ゴミ収集の体験をもとに、生活者の低い視点で見た世界。

ジャーナリストを名乗らないある意味アマチュアの視点で世界を見た本。

不可視。見ているように見えて実は誰も見ていない世界を見ていく動きが広がっています。

 

 

昭和の頃、ゴミ処理の現場で働く人は差別の対象でした。

人が嫌がる仕事に従事するのは特定の人たちと世間が認識していたからです。

ですから当然、ゴミ処理の仕事を単なるお仕事紹介としてテレビで伝えることにも決死の覚悟を求められました。

権利者団体の力も強力でした、政治的な力だけでなく、猿山のような構造の利権関係もあり、現場取材はヒマラヤや秘境をロケするくらいの神経が必要でした。

作業員の顔を写さないこと。立ち入った話を聞かないこと。生活ぶりを描かないことなど、北朝鮮取材並みの条件がつけられたのです。

「事態は昔と変わらない」という声があるのは重々承知。

しかし、働く現場をオープンにすること。つまり「見える化」が進んだことは画期的なことです。情報を隠蔽することは事故や事件に繋がります。

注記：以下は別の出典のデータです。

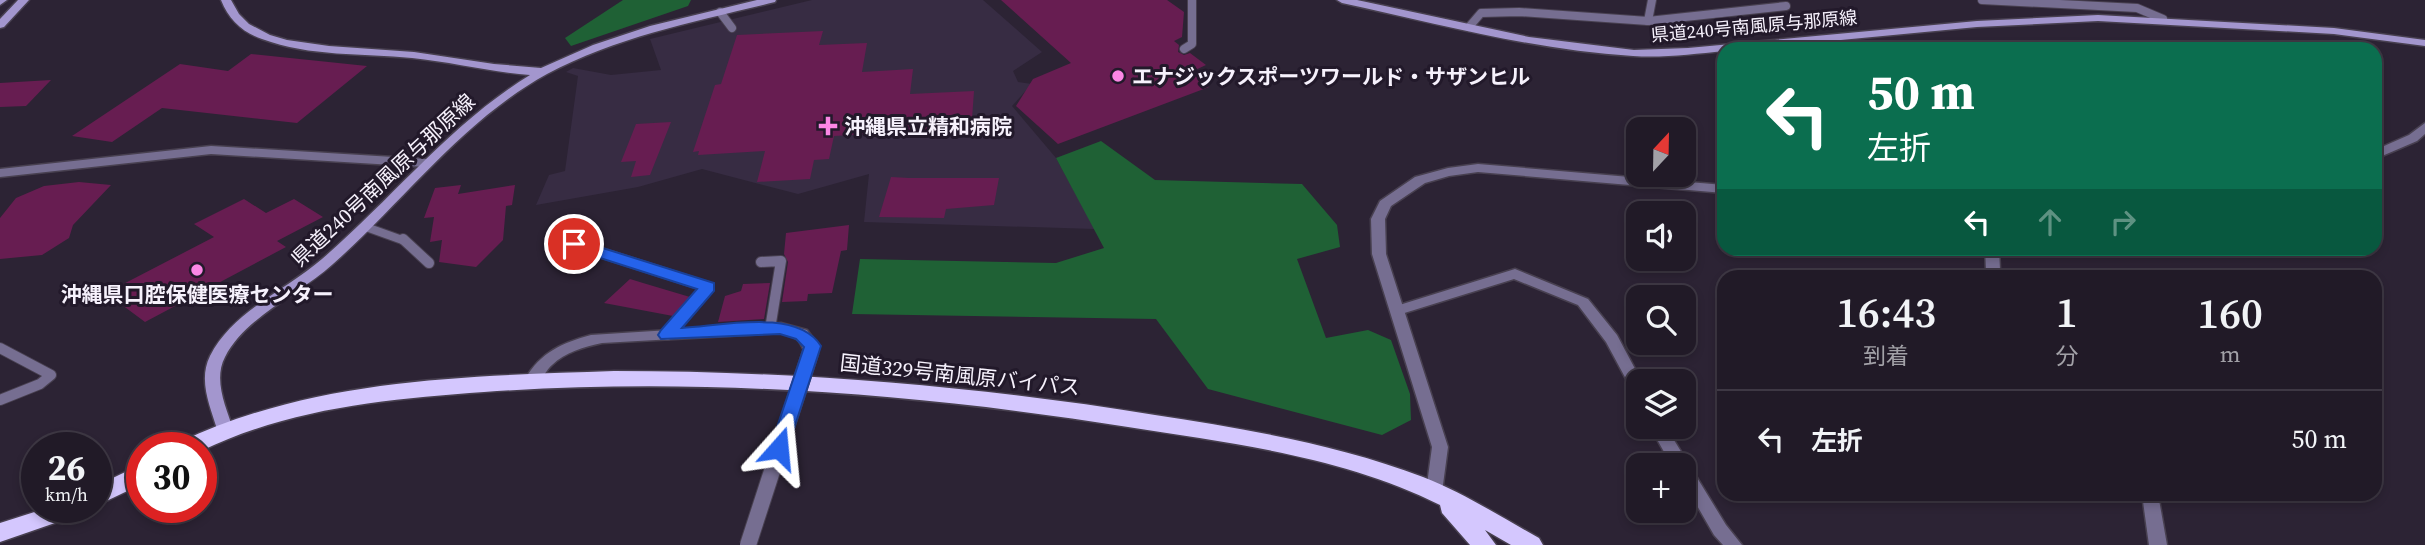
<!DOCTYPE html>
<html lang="ja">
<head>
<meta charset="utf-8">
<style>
  :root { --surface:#211a27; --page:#2d2733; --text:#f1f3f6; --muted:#a2a1a7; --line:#3e3844 }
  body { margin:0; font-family:"Source Serif 4","Noto Sans JP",serif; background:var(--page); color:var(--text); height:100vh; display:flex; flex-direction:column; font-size:26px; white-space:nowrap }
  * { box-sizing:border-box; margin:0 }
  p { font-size:23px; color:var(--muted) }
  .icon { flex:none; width:38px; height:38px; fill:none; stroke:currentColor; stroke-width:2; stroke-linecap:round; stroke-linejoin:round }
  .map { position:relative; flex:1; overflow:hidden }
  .drawer { position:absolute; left:1717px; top:270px; width:665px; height:231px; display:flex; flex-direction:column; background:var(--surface); border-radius:21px; box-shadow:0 4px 10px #0003,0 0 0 2px var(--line) }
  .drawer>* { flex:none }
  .guide { position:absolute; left:1717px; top:42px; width:665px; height:214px; border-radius:21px; box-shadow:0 4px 10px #0003,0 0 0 2px var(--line); background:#0b6e4f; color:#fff; overflow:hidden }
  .needle { width:46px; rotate:22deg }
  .buttons { position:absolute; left:1626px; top:117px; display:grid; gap:14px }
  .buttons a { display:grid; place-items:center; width:70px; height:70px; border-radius:14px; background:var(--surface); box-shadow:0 4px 10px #0003,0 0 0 2px var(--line); font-size:35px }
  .speed { position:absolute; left:21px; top:432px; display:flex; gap:14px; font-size:35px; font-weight:700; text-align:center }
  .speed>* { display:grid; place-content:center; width:91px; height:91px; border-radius:50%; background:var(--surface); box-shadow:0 4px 10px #0003,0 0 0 2px var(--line); line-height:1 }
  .speed small { font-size:18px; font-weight:400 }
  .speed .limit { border:10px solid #d22; background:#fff; color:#111 }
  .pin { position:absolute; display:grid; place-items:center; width:60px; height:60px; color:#fff; margin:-30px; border:4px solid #fff; border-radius:50%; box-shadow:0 2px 7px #0007 }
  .me { position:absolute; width:77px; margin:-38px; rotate:18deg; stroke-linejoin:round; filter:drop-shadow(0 0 5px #0008) }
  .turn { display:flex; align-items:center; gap:24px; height:147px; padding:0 35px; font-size:32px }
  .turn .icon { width:91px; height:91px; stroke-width:2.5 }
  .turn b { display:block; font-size:49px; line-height:60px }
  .lanes { display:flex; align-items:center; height:66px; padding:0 35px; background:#0003; justify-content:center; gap:35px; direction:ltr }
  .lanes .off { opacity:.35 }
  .eta { display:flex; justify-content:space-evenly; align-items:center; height:119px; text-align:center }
  .eta b { font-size:42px; font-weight:600; line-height:49px }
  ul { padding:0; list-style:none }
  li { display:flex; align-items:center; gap:21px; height:98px; padding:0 35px; border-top:2px solid var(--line) }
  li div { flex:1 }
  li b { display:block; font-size:26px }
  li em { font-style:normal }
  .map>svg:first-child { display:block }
  .built { fill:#372c43 }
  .forest { fill:#1f6135 }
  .building { fill:#671d51 }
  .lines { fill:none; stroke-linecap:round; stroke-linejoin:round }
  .service-far1-casing { stroke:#484050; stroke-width:10 }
  .service-casing { stroke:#484050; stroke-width:12 }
  .minor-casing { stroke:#484050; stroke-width:3 }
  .tertiary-casing { stroke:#484050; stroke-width:3 }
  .secondary-casing { stroke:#484050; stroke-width:3 }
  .trunk-casing { stroke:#484050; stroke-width:3 }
  .service-far1 { stroke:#766e91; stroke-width:8 }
  .service { stroke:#766e91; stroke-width:10 }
  .minor { fill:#766e91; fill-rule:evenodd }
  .tertiary { fill:#766e91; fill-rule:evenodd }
  .secondary { fill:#a396ce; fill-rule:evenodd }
  .trunk { fill:#d4c7fe; fill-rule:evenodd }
  .minor-bridge-casing { stroke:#484050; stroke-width:18; stroke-linecap:butt }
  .minor-bridge { stroke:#766e91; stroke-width:16 }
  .route { fill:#2563eb; stroke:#184099; stroke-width:2 }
  .poi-dot { fill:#fb87e5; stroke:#22192a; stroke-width:2.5 }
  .labels { text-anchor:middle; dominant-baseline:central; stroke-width:6; stroke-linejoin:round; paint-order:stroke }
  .far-street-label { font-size:18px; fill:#f6f1fc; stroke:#22192a }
  .poi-label { font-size:21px; font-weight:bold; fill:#f6f1fc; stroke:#22192a; text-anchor:start }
  .street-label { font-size:21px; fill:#f6f1fc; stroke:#22192a }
</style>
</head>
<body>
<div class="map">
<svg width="2425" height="545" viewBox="0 0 2425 545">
  <rect width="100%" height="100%" fill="#2c2334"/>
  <!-- built -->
  <polygon class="built" points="812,0 983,0 1042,52 1013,71 1018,82 1032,84 1012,106 1056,158 1095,229 864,222 869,174 798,194 702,169 638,187 536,205 549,175 565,171 578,76 566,72 573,68 611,75 661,70 650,39"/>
  <!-- forest -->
  <g class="forest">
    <polygon points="623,0 691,0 688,6 571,46 565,38"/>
    <polygon points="1101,141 1155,180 1302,184 1337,225 1340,247 1297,259 1326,338 1368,330 1391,340 1410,394 1411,420 1382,435 1208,389 1156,319 852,314 860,259 1056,263 1104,248 1056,158"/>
  </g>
  <!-- building -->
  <g class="building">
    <polygon points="1001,0 1167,0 1184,12 1182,37 1174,41 1179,45 1178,52 1184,55 1190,53 1206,65 1191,72 1209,87 1058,144 1016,106 1033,79 1071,63"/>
    <polygon points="823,31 819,45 867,43 862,72 913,69 910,94 974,91 972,119 937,120 933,130 834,136 829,159 814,160 810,179 757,182 765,151 698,155 699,151 693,152 715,85 721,84 737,35"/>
    <polygon points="251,54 367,66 297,123 162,108 112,142 72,136 180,64 228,71"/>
    <polygon points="51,80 26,106 0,107 0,83"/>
    <polygon points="671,122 650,175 631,177 636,161 621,162 636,124"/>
    <polygon points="891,177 909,178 999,178 994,205 946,209 944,218 879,217"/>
    <polygon points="79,182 111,185 73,225 69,238 42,255 0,259 0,218 16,198 44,186"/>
    <polygon points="461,185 458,194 515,185 512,205 506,206 503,240 476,267 439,262 442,240 430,242 434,217 424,218 435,188"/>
    <polygon points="244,199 266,213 294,199 323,217 277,241 286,247 145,322 106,293 214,237 194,224"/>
    <polygon points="849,225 847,250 841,251 832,293 808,294 807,301 782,302 788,262 784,254 786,233"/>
    <polygon points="630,279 643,283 690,297 673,316 604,303"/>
    <polygon points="770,283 764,319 718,322 725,296 741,291 743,284"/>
  </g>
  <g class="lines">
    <!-- service-far1 casing -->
    <g class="service-far1-casing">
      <g id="service-far1">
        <polyline points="1982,0 2137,8 2163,19"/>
        <polyline points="720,12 732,28"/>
        <polyline points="1648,21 1786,6"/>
        <polyline points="1469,27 1481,13 1519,12 1648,21 1652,0"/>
        <polyline points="1184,49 1192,44 1192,0"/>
        <polyline points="366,227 405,241"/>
      </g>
    </g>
    <!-- service casing -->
    <g class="service-casing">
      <g id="service">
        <polyline points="403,239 429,263"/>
        <polyline points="574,244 708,287 667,335"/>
        <polyline points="761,262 781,261 770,329"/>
        <polyline points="0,348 51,375 40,384 0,400"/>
      </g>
    </g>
    <!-- minor casing -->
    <g class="minor-casing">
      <g id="minor">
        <polygon points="211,146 426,159 432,163 426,167 211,154 0,177 0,169"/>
        <polygon points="1985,248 1999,248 2000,270 2004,276 1990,276 1986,270"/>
        <polygon points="1515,269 1588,299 1617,335 1642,382 1638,382 1638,394 1633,392 1606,342 1578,305 1514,279 1398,315 1391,310 1393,307"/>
        <path d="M781,323l26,7 12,16 -3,9h-10c-7,-16 -7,-17 -25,-22l-179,10c-18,4 -37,9 -50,22 -9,8 -11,22 -24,18l-3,-4c16,-27 37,-36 66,-44z"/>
        <polygon points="1650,427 1666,427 1726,525 1742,545 1723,545 1714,535 1684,483 1684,466 1672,466"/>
        <polygon points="2142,494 2158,494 2167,545 2149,545"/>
      </g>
    </g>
    <!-- tertiary casing -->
    <g class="tertiary-casing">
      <g id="tertiary">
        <polygon points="2425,123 2425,134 2417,141 2375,159 2375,150 2409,135"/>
        <polygon points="1478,164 1724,185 1724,193 1478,172 1449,176 1425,183 1391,206 1385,219 1386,254 1448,447 1442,492 1440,497 1434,499 1428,497 1426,492 1432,447 1372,254 1371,219 1380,201 1415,177 1448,168"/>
      </g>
    </g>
    <!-- secondary casing -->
    <g class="secondary-casing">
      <g id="secondary">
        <polygon points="0,0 7,0 0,5"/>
        <polygon points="18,0 29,0 4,27 0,28 0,19"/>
        <path d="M221,0h10l8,14 10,10 21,11 17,5 42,6 85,6 80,12 47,4 52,-23 57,-19 107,-26h19l-1,2c-77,19 -157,34 -228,72 -85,47 -143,127 -214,190 -33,30 -88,53 -108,93 -12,23 1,50 8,72l-2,4h-12l-2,-4c-7,-23 -19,-49 -7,-73 22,-44 76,-66 112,-97 71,-61 128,-135 208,-184 -40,-3 -78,-13 -118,-17 -49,-5 -102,-1 -150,-19 -20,-7 -33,-19 -41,-39z"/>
        <path d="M1337,0h20l172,37 105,13 54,-2 289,-27 121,-6 236,13 91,12v6l-91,-12 -236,-13 -121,6 -231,22h-22v2c-30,3 -61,7 -91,5 -99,-6 -195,-32 -291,-53z"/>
      </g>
    </g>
    <!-- trunk casing -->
    <g class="trunk-casing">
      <g id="trunk">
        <path d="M614,371c181,0 362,15 541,44 90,14 182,29 268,62 41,16 78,40 116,61l4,7h-32l-26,-15 11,15h-26l-28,-32 -2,-8c-95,-48 -208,-62 -312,-78 -213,-34 -429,-50 -644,-35 -97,7 -194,16 -283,59v-3h-24l3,-6c134,-64 288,-66 434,-71z"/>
        <polygon points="142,464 142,484 96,506 96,486"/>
        <polygon points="47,508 85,508 81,514 0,542 0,523"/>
      </g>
    </g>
    <!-- service-far1 -->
    <use href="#service-far1" class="service-far1"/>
    <!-- service -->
    <use href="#service" class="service"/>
    <!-- minor -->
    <use href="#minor" class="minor"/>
    <!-- tertiary -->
    <use href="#tertiary" class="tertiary"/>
    <!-- secondary -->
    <use href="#secondary" class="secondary"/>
    <!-- trunk -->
    <use href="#trunk" class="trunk"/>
    <!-- minor-bridge casing -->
    <g class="minor-bridge-casing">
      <polyline id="minor-bridge" points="748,545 811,351"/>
    </g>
    <!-- minor-bridge -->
    <use href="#minor-bridge" class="minor-bridge"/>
  </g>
  <!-- route -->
  <path class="route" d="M574,239l140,44v8l-32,37c39,-2 115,-20 139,18l-35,107h-13l-3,-5 34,-101 -8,-8 -16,-5 -119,5 -3,-4 3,-5 36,-41 -128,-41v-7z"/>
  <!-- markers -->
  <g class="poi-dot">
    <circle cx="1118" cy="76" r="7"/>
    <path d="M824.5 115.5h7v7h7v7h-7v7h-7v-7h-7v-7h7z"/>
    <circle cx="197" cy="270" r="7"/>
  </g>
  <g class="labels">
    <!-- far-street labels -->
    <g class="far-street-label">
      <text transform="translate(1754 26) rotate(-5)">県道240号南風原与那原線</text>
    </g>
    <!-- poi labels -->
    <g class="poi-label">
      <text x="1132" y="76">エナジックスポーツワールド・サザンヒル</text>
      <text x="844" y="126">沖縄県立精和病院</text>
      <text x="197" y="294" text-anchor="middle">沖縄県口腔保健医療センター</text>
    </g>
    <!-- street labels -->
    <g class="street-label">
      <text transform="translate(383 180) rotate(-43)">県道240号南風原与那原線</text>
      <text transform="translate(960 375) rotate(6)">国道329号南風原バイパス</text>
    </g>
  </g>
</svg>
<div class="buttons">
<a><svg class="needle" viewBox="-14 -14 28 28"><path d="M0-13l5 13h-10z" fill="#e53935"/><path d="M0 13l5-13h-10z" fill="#a2a1a7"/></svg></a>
<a><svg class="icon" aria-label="sound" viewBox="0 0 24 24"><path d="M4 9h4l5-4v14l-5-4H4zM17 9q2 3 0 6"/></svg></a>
<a><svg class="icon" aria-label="search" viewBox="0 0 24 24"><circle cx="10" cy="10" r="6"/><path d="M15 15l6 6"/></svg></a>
<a><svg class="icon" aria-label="layers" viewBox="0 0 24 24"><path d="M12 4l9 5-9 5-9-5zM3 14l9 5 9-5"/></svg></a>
<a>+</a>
</div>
<div class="speed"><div>26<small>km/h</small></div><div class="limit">30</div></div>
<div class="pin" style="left:574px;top:244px;background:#d93025"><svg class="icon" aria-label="arrive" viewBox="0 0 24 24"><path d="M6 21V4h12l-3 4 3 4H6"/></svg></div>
<svg class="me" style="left:779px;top:448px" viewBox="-20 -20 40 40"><path d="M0-17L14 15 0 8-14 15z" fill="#2563eb" stroke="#fff" stroke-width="4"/></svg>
<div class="guide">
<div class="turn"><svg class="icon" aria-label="left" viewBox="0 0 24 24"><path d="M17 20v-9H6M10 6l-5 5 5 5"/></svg><div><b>50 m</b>左折</div></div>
<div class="lanes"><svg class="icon" aria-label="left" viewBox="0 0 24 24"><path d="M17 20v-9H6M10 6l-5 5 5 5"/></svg><svg class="icon off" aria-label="ahead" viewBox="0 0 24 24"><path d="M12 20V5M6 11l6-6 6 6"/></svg><svg class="icon off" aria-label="right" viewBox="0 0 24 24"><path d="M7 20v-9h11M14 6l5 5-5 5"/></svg></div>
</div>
<section class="drawer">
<div class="eta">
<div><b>16:43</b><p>到着</p></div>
<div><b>1</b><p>分</p></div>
<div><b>160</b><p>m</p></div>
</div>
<ul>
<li><svg class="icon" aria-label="left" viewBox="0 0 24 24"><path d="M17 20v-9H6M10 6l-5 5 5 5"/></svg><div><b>左折</b></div><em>50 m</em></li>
</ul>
</section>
</div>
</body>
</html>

物事をオープンにすることは、利権をもつ組織や人にとっては迷惑なことかもしれませんが、コマのようにすり潰されようとしている人たちにとっては偏見をなくす上で極めて大切な試みだと思います。

そうした意味では、著者の滝沢秀一さんと書籍の編集者はパイオニアとしての役割を果たしました。

著者の目線で現場を見て、人物や出来事を想像していくうちに私たちは自分の身の回りに変化が起き始めている変化に気づくはずです。

実はそれが大切。著者の狙いはそこにあります。 

一旦記憶の中に刻みこまれた著者のネームバリューは簡単なことでは消し去ることができないからです。